This won’t be news to other moms reading this: I'm basically tired most of the time. But the beautiful truth also exists that the undeniable joy of motherhood (sometimes) overrides the exhaustion somehow.
If I'm being honest, part of that exhaustion is completely self-induced. I go to bed too late. I take on too much, and worry unnecessarily about anything and everything—-especially at bedtime.
The other part is that being a mother means you are so many things to so many people and sleep always gets pushed further and further down on the priority list.
Plus, with each new stage of motherhood comes new opportunities for sleep deprivation.
Newborn mamas: you are likely in the thick of sleep deprivation, trying to remember what eight hours of sleep even is and why you can't stop crying.
Toddler moms: the process alone of figuring out pre-school registration is enough to put you into hibernation mode.
Moms with school-aged kiddos: There is not enough coffee in the world to keep up with the constant activities, school functions, sports schedules and did I mention activities?
And don't even get me started on teenagers—I'd rather take care of triplet infants and a brood of chicks.
That is a lot of years with no sleep, but here you are doing it all. And you’re doing a pretty fantastic job. Since you're doing it, it has likely become your new norm—you’re able to laugh at yourself for putting your keys in the microwave or when you forget where you're driving to exactly.
But laughter aside, the epidemic of exhaustion is on the rise and whether we want to admit it or not, it's affecting us.
Lack of sleep can also slow down cognitive function, alertness, concentration, and reasoning. As if that isn't enough and premature aging of your skin—there’s a reason it’s called beauty rest!
Like eating healthy and exercising regularly, getting enough sleep has to become a consistent and regular priority for mothers. Our jobs depend on it.
Here’s how to do just that:
Ask for help
I’m the first to admit that asking for help is challenging, but just like any other profession, parenting was not meant to be a one-person job.
We expect our children to ask when they need something, or our co-workers, so why wouldn’t we reach out when the need is there?
It can be as simple as asking a friend to grab you a coffee or a parent to watch the kids while you grocery shop. Your village is there for a reason and despite the guilt that you let creep in for whatever reason, asking for help doesn’t make you any less of a rockstar mom.

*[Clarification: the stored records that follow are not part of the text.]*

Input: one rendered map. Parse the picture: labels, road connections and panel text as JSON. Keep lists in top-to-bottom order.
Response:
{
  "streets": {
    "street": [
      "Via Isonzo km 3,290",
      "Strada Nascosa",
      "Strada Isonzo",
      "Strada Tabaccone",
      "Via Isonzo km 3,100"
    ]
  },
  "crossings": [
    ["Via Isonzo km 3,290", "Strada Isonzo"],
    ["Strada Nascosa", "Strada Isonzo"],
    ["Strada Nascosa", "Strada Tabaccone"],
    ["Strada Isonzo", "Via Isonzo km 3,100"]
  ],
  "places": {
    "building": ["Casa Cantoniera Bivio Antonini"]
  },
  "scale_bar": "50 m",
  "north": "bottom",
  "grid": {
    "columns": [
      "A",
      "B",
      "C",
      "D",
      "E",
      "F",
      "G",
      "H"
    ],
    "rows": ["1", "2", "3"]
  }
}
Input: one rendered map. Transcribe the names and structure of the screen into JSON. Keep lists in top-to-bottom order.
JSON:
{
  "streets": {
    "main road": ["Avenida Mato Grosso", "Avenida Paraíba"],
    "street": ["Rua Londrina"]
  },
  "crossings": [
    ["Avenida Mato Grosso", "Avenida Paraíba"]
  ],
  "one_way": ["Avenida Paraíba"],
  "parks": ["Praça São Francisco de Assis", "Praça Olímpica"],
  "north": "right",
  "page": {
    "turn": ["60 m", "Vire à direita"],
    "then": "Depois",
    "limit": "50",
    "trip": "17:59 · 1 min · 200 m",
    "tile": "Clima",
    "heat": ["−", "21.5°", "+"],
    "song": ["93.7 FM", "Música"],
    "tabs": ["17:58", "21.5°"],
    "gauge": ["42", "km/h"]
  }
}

Take time to unwind—whether with a bubble bath or just 10 minutes of quiet time to yourself
There’s an understanding in our household that my husband and I set aside time to be alone each day. We’ve come to realize that, without this, we cannot be the best spouses or parents we are capable of being.

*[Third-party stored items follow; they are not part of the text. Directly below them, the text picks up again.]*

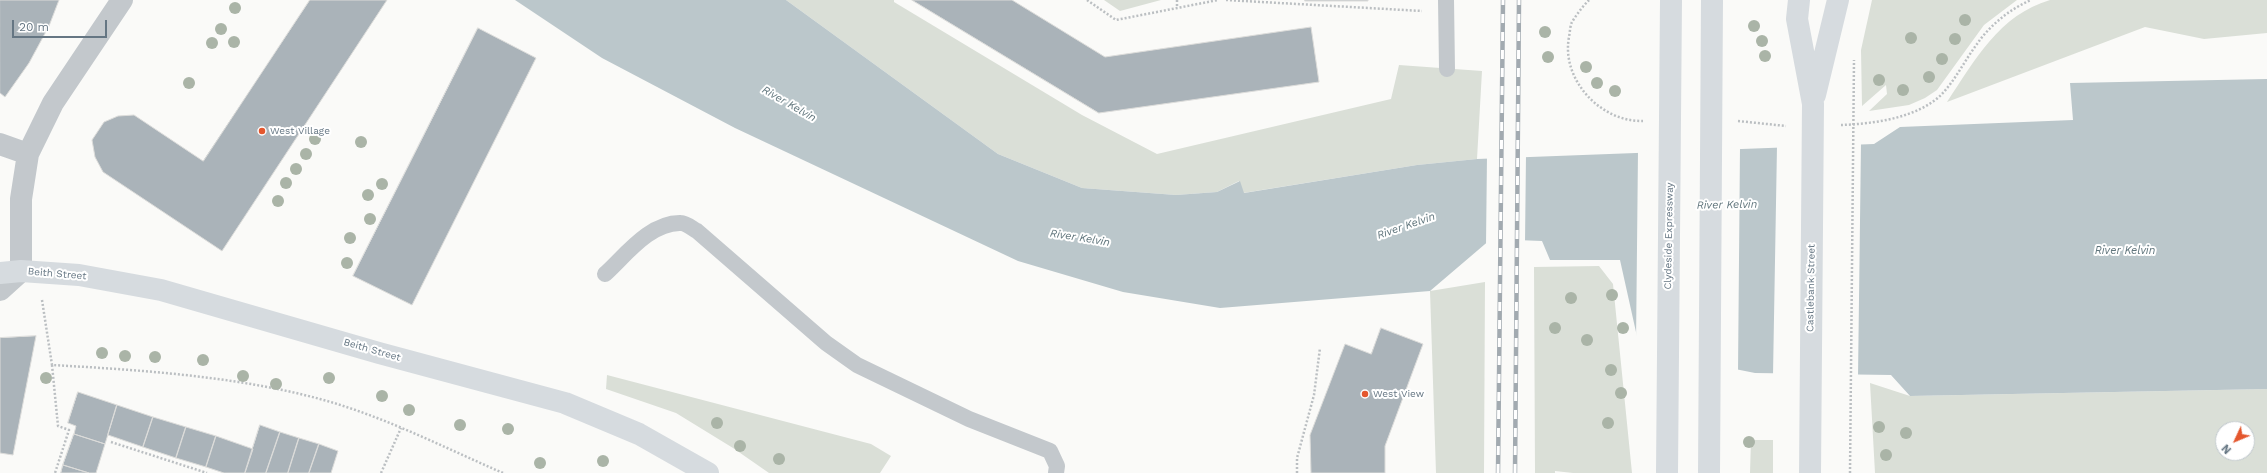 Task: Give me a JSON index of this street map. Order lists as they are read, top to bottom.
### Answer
{
  "streets": {
    "main road": ["Clydeside Expressway", "Beith Street", "Castlebank Street"]
  },
  "water": ["River Kelvin"],
  "places": ["West Village", "West View"],
  "scale_bar": "20 m",
  "north": "bottom left"
} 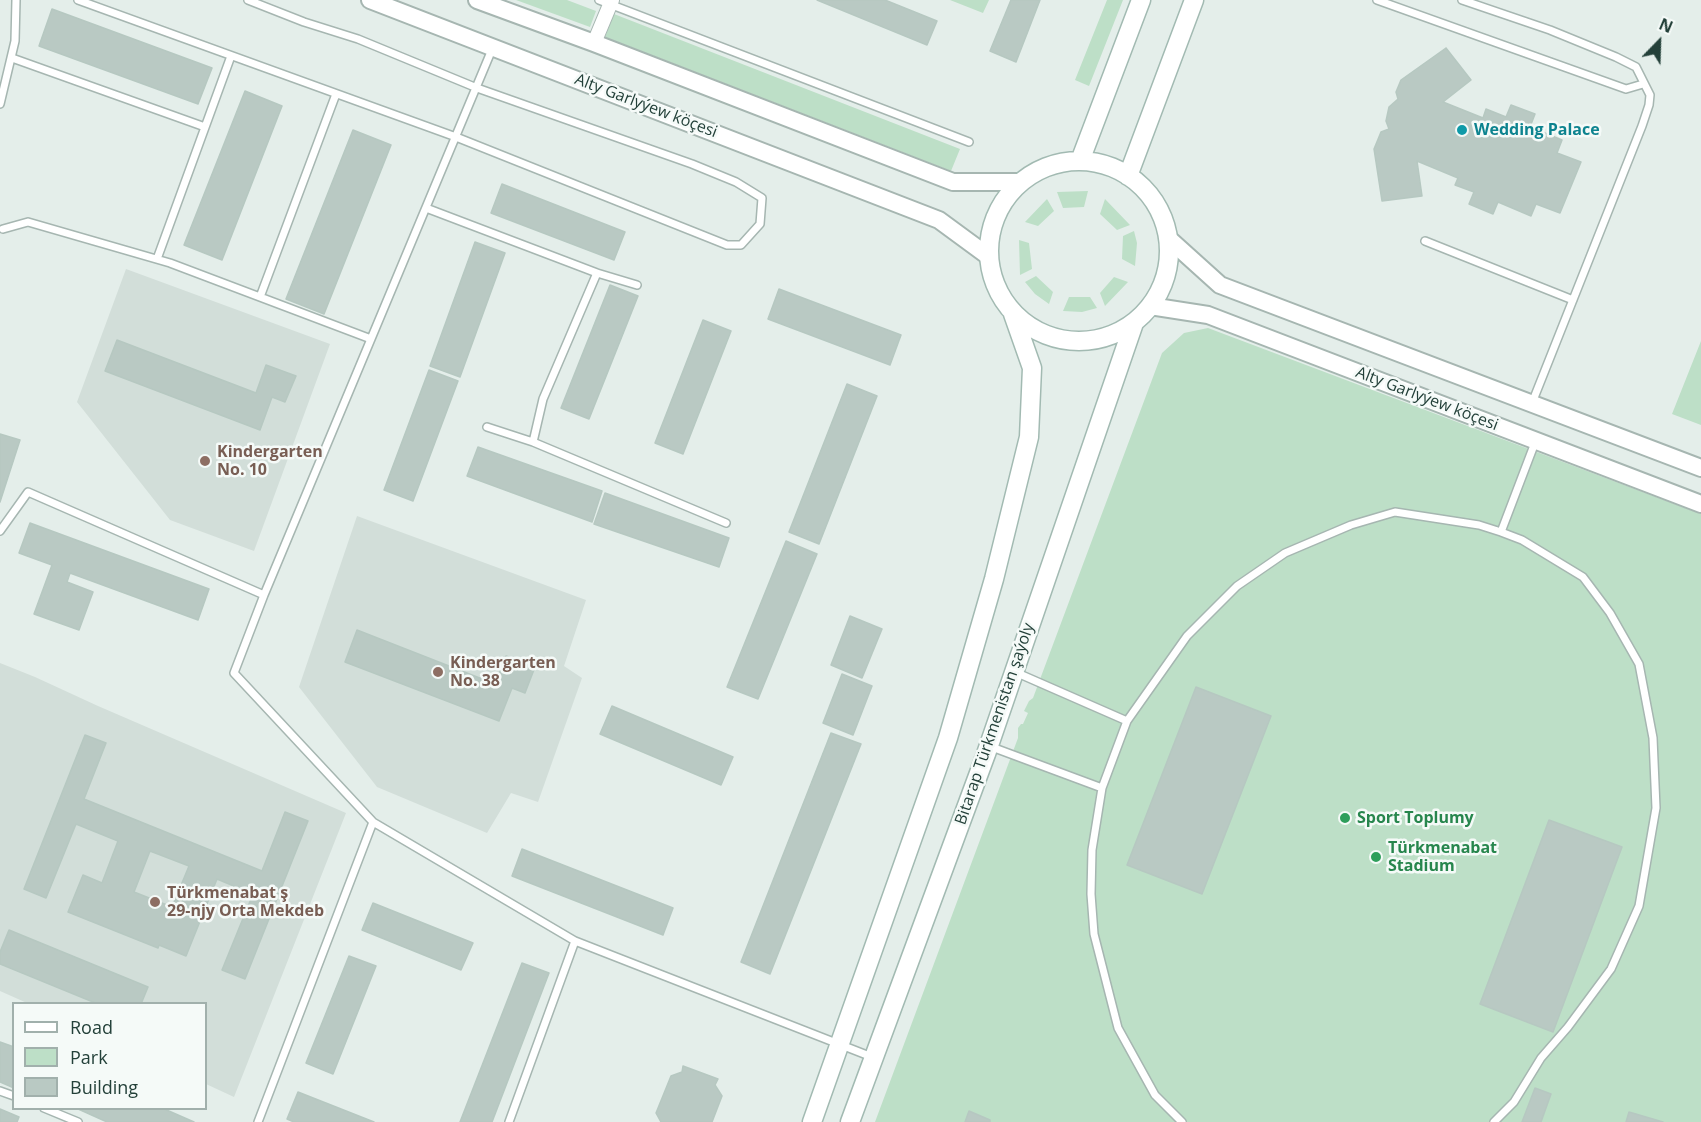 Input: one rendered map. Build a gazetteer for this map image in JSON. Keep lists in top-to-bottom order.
{
  "streets": {
    "main road": ["Bitarap Türkmenistan şaýoly"],
    "street": ["Alty Garlyýew köçesi"]
  },
  "crossings": [
    ["Alty Garlyýew köçesi", "Bitarap Türkmenistan şaýoly"]
  ],
  "places": [
    "Wedding Palace",
    "Kindergarten No. 10",
    "Kindergarten No. 38",
    "Sport Toplumy",
    "Türkmenabat Stadium",
    "Türkmenabat ş 29-njy Orta Mekdeb"
  ],
  "legend": ["Road", "Park", "Building"],
  "north": "top right"
}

I know your to-do list is endless and you might be wondering how on earth you can squeeze in 10 minutes when you can barely go to the bathroom alone, but trust me, the time is there. It might mean literally blocking it off on your calendar, or getting up 10 minutes earlier than your household, but you can find the time, I promise.
Set a bedtime for yourself
I’m willing to bet you have bedtimes in place for your children to ensure they get enough rest—so why not implement this same rule for yourself? Without a bedtime in place, you are far more likely to push your body beyond its ideal sleep window, which can potentially lead to insomnia and exhaustion.
Cut out screen-time at least an hour before bed
Okay this one is so hard for me. Especially because I often find myself laying in bed unable to sleep and the first thing I want to do is grab my phone and catch up on Instagram. Don’t.do.that.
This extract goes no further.